8.2. Das Begehren nach Neubemessung iSd Art 9.2. AUVB 2006 ist an keine bestimmte Form gebunden.
8.3. Kommt es zu einer Neubemessung iSd Art 9.2. AUVB 2006, ist der Invaliditätsgrad zur Zeit der Neufeststellung maßgebend.

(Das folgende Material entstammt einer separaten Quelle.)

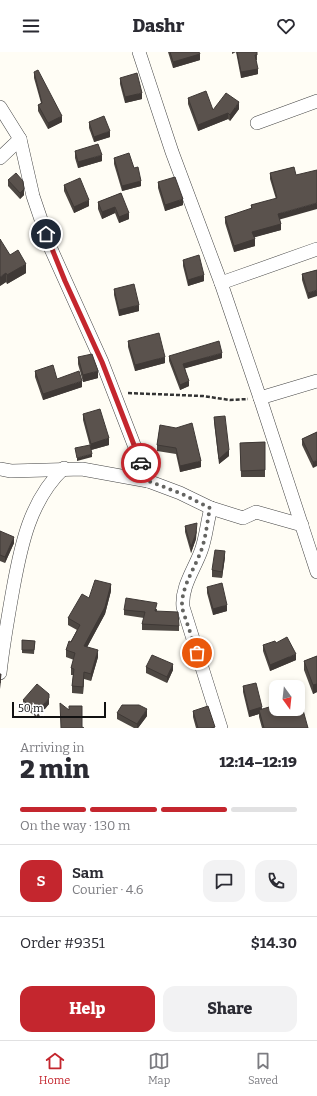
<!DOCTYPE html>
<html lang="en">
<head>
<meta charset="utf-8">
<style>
	:root { --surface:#fff; --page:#f2f2f3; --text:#2b2b33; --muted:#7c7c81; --line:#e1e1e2; --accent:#c4262e }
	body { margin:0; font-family:Bitter,serif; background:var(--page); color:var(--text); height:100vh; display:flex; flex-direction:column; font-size:15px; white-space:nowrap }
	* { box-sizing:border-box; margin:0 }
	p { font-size:13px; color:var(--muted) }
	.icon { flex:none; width:22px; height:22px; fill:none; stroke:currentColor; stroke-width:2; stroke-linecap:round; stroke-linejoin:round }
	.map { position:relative; height:676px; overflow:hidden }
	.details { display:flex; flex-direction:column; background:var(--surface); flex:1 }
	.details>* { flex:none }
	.needle { width:26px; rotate:165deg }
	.buttons { position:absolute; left:269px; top:628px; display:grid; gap:8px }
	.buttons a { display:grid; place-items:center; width:36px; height:36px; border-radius:8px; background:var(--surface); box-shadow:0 2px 6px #0003; font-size:20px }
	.scale { position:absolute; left:12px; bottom:10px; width:94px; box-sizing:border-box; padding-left:4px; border:2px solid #111; border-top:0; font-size:11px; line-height:14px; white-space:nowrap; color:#111; -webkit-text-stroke:3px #fff; paint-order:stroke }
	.pin { position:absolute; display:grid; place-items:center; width:34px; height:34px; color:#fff; margin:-17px; border:2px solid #fff; border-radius:50%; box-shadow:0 1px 4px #0007 }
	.courier { position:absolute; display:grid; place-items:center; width:40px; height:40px; margin:-20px; border:3px solid #c4262e; border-radius:50%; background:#fff; color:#222; box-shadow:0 1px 5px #0007 }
	.overview em { font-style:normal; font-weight:800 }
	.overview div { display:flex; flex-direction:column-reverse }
	.overview { display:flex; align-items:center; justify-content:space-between; height:68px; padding:0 20px }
	h1 { font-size:26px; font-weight:800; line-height:30px }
	.bar { display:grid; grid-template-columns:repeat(4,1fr); gap:6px 4px; align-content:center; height:48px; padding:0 20px }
	.bar i { height:5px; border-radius:3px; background:var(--line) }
	.bar .current { background:var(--accent) }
	.bar p { grid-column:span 4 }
	.line { display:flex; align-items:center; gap:10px; padding:0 20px; border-top:1px solid var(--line) }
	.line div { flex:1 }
	.round { display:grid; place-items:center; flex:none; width:42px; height:42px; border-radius:12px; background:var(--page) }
	.cta { display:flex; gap:8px; margin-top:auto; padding:8px 20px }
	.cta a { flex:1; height:46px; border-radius:12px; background:var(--accent); color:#fff; font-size:16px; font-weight:800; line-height:46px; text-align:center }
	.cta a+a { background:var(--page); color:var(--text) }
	header { display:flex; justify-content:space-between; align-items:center; height:52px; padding:0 20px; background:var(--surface); font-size:18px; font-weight:800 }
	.dock { display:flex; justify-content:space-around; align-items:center; height:56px; border-top:1px solid var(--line); background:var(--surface); font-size:11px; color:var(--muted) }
	.dock a { display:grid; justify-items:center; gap:2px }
	.dock .current { color:var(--accent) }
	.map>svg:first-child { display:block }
</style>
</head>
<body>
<header><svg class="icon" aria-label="menu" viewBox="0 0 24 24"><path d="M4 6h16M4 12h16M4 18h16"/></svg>Dashr<svg class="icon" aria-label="heart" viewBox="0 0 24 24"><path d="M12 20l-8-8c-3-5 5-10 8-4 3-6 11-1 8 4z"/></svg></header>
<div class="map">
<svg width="317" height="676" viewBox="0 0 317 676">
	<rect width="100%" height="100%" fill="#fffdf5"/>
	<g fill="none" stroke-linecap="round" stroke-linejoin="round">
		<defs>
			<g id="street">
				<path d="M139,0L172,100L221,231L260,346L317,520"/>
				<path d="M0,55L20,87L33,144L51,197L102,310L148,429"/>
				<path d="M257,71L317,49"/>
				<path d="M0,106L20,87"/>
				<path d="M221,231L317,197"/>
				<path d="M260,346L317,329"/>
				<path d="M0,417L11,419L82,417L148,429L180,441L211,456L243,466L256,460L302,473"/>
				<path d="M211,456C207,470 206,486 201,499C194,518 181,535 183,555L221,676"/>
				<path d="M0,621C3,593 8,565 13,537C21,493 30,448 64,416"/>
			</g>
		</defs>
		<use href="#street" stroke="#444" stroke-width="14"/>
		<path stroke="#333" stroke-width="2.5" stroke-dasharray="4 2" stroke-linecap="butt" d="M128,341L203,344L230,348L248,347"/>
		<use href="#street" stroke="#fff" stroke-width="13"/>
	</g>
	<g fill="#4d4742">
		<path d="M168,0H199L200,8L173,16Z"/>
		<path d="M232,0H257V8H256L258,22L241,26L236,0L232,2Z"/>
		<path d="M34,20L62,70L48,77L38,59V53L41,51L34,26Z"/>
		<path d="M120,26L142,47L125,51L120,32Z"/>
		<path d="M188,46L213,58L239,57L230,69L228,67L198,79L188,52Z"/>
		<path d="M89,70L110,85L94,90L89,76Z"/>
		<path d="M75,99L102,109L78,116L75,106Z"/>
		<path d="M114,106L134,116L141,134L122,139L114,112Z"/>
		<path d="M294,115L280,168L281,178L254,185L255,194L234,200L225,171V165L251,157V153L276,147L270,127V121Z"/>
		<path d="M8,128L24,143L20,147L8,134Z"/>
		<path d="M158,130L183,153L165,159L158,136Z"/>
		<path d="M64,133L89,154L74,161L64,139Z"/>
		<path d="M121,141L129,167L119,171L115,161L102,167L98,157V150Z"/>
		<path d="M10,203L26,221L7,232L6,230L0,234Z"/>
		<path d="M183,208L204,229L188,234L183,214Z"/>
		<path d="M317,218L308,247L302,228V222Z"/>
		<path d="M114,237L139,259L119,264L114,243Z"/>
		<path d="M128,289L165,311L135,319L128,295Z"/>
		<path d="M169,304L222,306L185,316L189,334L180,338L169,309Z"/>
		<path d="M78,305L98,326L83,330L78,312Z"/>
		<path d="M35,319L57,327L82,335L43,348L35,325Z"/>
		<path d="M83,362L109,393L91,398L83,368Z"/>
		<path d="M214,365L229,404L219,412L214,370Z"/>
		<path d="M160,373L201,415L180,420L176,402L157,399V393Z"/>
		<path d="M317,380L313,416L302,393V387Z"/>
		<path d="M265,390V425H241L240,391Z"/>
		<path d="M185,474L196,487L191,501L185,480Z"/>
		<path d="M0,479L14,491L5,511L0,509Z"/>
		<path d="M225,505L222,526L212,525V518Z"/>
		<path d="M207,535L227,559L213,563L207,541Z"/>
		<path d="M111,539L105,562L87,595L98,605L91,629L84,627L83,642L72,641V634L73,623H71V616L74,608L66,605V598L77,578L68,573V566L89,546Z"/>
		<path d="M157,557V559L179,574V579L142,578V572L144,566L124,563V558Z"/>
		<path d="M22,588L35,589L34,602L22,601Z"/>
		<path d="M263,593L296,608L270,619L263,599Z"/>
		<path d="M317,604V640L313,642L304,618V609Z"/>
		<path d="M146,615L173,618L167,631L146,621Z"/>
		<path d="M243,634L262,657L299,659L308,676H262L259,665V662L249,665L243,640Z"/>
		<path d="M23,648L49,652L39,664H35L23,655Z"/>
		<path d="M193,659L215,676H196L193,665Z"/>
		<path d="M117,661L147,664L138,676H134L117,667Z"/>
	</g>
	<g fill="#3f3936">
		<path d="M200,2V8L173,16V10Z"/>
		<path d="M258,17V22L241,26V20Z"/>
		<path d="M142,41V47L125,51V45Z"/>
		<path d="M239,50V57L230,69V63Z"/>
		<path d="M228,61V67L198,79V73Z"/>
		<path d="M62,64V70L48,77V71Z"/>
		<path d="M110,79V85L94,90V85Z"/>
		<path d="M102,103V109L78,116V110Z"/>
		<path d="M141,129V134L122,139V134Z"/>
		<path d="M24,137V143L20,147V141Z"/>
		<path d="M183,147V153L165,159V153Z"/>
		<path d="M89,148V154L74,161V155Z"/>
		<path d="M317,151V157L278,168V162Z"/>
		<path d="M115,155V161L102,167V160Z"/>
		<path d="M129,161V167L119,171V165Z"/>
		<path d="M281,172V178L252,186V180Z"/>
		<path d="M255,187V194L234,200V194Z"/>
		<path d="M26,212V221L7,232V223Z"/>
		<path d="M6,221V230L0,234V225Z"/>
		<path d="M204,223V229L188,234V228Z"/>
		<path d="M317,238V244L308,247V241Z"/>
		<path d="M139,253V259L119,264V258Z"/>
		<path d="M222,301V306L183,317V312Z"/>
		<path d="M165,305V311L135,319V313Z"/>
		<path d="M98,319V326L83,330V323Z"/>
		<path d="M82,329V335L43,348V342Z"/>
		<path d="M189,329V334L180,338V333Z"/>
		<path d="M109,386V393L91,398V392Z"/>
		<path d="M229,398V404L219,412V407Z"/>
		<path d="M92,402V405L77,409V406Z"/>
		<path d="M317,408V414L313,416V410Z"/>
		<path d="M201,409V415L180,420V414Z"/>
		<path d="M197,477L196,487L191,501V495Z"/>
		<path d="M14,485V491L5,511V505Z"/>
		<path d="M225,499V505L222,526V520Z"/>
		<path d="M111,532V539L105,562L84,601V594Z"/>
		<path d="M227,553V559L213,563V557Z"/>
		<path d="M98,598V605L91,629V622Z"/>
		<path d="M296,602V608L270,619V613Z"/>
		<path d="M173,612V618L167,631V625Z"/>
		<path d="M84,620V627L83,642V635Z"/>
		<path d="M1,622V629L0,637V631Z"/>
		<path d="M317,632V640L313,642V633Z"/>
		<path d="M49,646V652L39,664V658Z"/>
		<path d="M262,655V661L259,658V662L249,665V659Z"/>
		<path d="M147,657V664L138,676H137V672Z"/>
	</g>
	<g fill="#5a524d" stroke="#3f3936">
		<path d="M170,0H199L200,2L173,10Z"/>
		<path d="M237,0H257V3H255L258,17L241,20Z"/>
		<path d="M38,18L62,64L48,71L38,53L42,51L34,20Z"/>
		<path d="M137,21L142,41L125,45L120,26Z"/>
		<path d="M206,39L213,58L226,41L239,50L230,63L228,61L198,73L188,46Z"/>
		<path d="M104,64L110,79L94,85L89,70Z"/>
		<path d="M98,92L102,103L78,110L75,99Z"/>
		<path d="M129,101L134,116L138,115L141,129L122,134L114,106Z"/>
		<path d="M294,115L296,123L317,118V151L278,162L281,172L252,180L255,187L234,194L225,165L252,156L251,153L277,146L270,121Z"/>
		<path d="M16,121L23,129L24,137L20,141L8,128Z"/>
		<path d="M175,125L183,147L165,153L158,130Z"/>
		<path d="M80,126L89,148L74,155L64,133Z"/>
		<path d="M121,141L129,161L119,165L115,155L102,160L98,150Z"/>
		<path d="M0,187L10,203L18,198L26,212L7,223L6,221L0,225Z"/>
		<path d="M199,203L204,223L188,228L183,208Z"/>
		<path d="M317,218V238L308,241L302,222Z"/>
		<path d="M134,232L139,253L119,258L114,237Z"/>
		<path d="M159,281L165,305L135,313L128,289Z"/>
		<path d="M219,289L222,301L183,312L189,329L180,333L169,304Z"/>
		<path d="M92,302L98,319L83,323L78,305Z"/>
		<path d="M53,313L57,327L79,319L82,329L43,342L35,319Z"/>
		<path d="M100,357L109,386L91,392L83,362Z"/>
		<path d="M225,364L229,398L219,407L214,365Z"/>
		<path d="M192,371L201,409L180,414L176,396L157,393L160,373L176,376Z"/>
		<path d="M317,380V408L313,410L302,387Z"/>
		<path d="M265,390V418L241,419L240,391Z"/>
		<path d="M90,393L92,402L77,406L75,396Z"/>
		<path d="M197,471L196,481L191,495L185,474Z"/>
		<path d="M0,479L14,485L5,505L0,503Z"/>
		<path d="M215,498L225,499L222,520L212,518Z"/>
		<path d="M95,528L111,532L105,555L84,594L98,598L91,622L84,620L83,635L72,634L74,617L71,616L75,601L66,598L69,589L71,590L80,573L68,566L82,542L89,546Z"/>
		<path d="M222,531L227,553L213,557L207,535Z"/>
		<path d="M126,546L157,551L155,559L178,560L179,574L142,572L145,560L124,558Z"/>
		<path d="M287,585L296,602L270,613L263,593L275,589L276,591Z"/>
		<path d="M22,588L35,589L34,598H22Z"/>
		<path d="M152,603L173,612L167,625L146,615Z"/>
		<path d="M317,604V632L313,633L304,609Z"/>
		<path d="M0,622H1L0,631Z"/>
		<path d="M256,631L262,655L249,659L243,634Z"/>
		<path d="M37,632L49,642V646L39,658H35L23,648Z"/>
		<path d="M60,651L69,658V654H82V675L84,676H61Z"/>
		<path d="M122,653H139L147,657L137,672L117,661Z"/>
		<path d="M276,653V657H298V656L299,659L303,658L308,676H264L259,658Z"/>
		<path d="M208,654L215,675L211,676H198L193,659Z"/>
	</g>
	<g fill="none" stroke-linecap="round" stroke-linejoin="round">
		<path stroke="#646461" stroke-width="4" stroke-dasharray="0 7.2" d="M141,411L148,429L180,441L210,456C207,470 206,486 201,499C194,518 181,535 182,556L197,601"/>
		<path stroke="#c4262e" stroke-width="5" d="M46,182L65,229L102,310L141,411"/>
	</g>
</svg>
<div class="buttons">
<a><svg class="needle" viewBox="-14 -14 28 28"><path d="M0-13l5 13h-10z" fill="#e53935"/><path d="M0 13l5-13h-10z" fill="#7c7c81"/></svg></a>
</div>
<div class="scale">50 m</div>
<div class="pin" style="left:197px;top:601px;background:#ea580c"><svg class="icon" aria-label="bag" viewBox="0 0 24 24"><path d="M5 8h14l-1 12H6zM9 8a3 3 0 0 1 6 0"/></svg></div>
<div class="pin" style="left:46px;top:182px;background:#1f2937"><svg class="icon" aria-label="home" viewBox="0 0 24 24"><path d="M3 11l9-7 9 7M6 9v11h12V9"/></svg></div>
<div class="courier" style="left:141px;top:411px"><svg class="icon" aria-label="car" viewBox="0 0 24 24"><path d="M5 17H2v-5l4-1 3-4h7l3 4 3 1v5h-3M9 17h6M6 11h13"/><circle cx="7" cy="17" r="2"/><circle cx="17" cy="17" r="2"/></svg></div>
</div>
<section class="details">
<div class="overview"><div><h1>2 min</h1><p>Arriving in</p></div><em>12:14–12:19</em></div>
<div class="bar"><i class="current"></i><i class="current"></i><i class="current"></i><i></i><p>On the way · 130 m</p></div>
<div class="line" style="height:72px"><b class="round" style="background:var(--accent);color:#fff">S</b><div><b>Sam</b><p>Courier · 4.6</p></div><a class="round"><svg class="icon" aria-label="chat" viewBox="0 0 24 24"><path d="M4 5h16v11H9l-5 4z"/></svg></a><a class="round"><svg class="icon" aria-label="phone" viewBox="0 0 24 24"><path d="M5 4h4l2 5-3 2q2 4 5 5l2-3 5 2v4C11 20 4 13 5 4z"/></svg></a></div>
<div class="line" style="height:52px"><div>Order #9351</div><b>$14.30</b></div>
<div class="cta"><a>Help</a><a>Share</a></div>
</section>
<nav class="dock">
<a class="current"><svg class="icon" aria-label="home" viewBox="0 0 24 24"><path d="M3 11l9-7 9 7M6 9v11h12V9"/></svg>Home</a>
<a><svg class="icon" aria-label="map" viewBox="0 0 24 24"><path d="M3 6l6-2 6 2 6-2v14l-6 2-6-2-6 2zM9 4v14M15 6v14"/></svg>Map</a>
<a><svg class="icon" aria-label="saved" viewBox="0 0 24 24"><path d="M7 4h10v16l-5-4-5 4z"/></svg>Saved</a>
</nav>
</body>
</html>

8.4. Will sich der Versicherungsnehmer im Fall der Neubemessung mit dem außergerichtlich erzielten Ergebnis nicht zufrieden geben, dann steht ihm die Möglichkeit offen, innerhalb der Verjährungsfrist des § 12 VersVG Klage zu erheben. Der in einem solchen Streitverfahren ermittelte Invaliditätsgrad ist dann nicht nur Tatsachenfeststellung, sondern auch letzter Teil des Neubemessungsverfahrens, unter diesem Gesichtspunkt die „endgültige Bemessung“ des Invaliditätsgrades iSd Art 9.2. AUVB 2006 und insoweit für weitere Leistungsbegehren bindend.
8.5. Im fortzusetzenden Verfahren wird das Erstgericht das Rentenbegehren noch der Höhe nach zu klären haben.
8.6. Der Kostenvorbehalt beruht auf § 52 ZPO.